Foster graduated from Virginia State University, where he earned a bachelor's degree in 1932, followed by a second bachelor's degree from Hampton University in 1934. He earned an MBA from the Harvard Business School in 1936, followed by a master's degree and a PhD from the University of Chicago in 1941 and 1951 respectively.

Career
Foster began his career at Howard University, where he worked as a budget officer from 1937 to 1941. Foster joined the Tuskegee Institute, now known as Tuskegee University, in 1941, where he worked as a business manager until 1953. He served as its fourth president from 1953 to 1981, which included the Civil Rights era. Under his leadership, enrollment grew from 2,000 to 3,500.

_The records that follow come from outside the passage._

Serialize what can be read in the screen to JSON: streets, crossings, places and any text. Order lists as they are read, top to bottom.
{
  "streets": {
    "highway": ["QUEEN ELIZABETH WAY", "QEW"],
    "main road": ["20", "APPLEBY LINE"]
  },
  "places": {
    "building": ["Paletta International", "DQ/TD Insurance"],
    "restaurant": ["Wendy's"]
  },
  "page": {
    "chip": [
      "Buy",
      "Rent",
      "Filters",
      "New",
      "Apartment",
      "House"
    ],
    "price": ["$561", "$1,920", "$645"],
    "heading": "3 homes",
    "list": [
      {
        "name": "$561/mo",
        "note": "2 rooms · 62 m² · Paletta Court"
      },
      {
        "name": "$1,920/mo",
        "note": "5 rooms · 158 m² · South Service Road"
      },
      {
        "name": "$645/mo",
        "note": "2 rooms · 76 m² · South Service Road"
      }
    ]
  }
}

Foster served as the president of the United Negro College Fund and the Academy for Educational Development. He also served on the board of the Joint Center for Political and Economic Studies and Sears.

Foster was inducted into the Alabama Academy of Honor. In 1958, he was awarded the Star of Africa from Liberia.

Personal life and death
Foster married social worker Vera Chandler in 1941. They had two children. He resided in Alexandria, Virginia.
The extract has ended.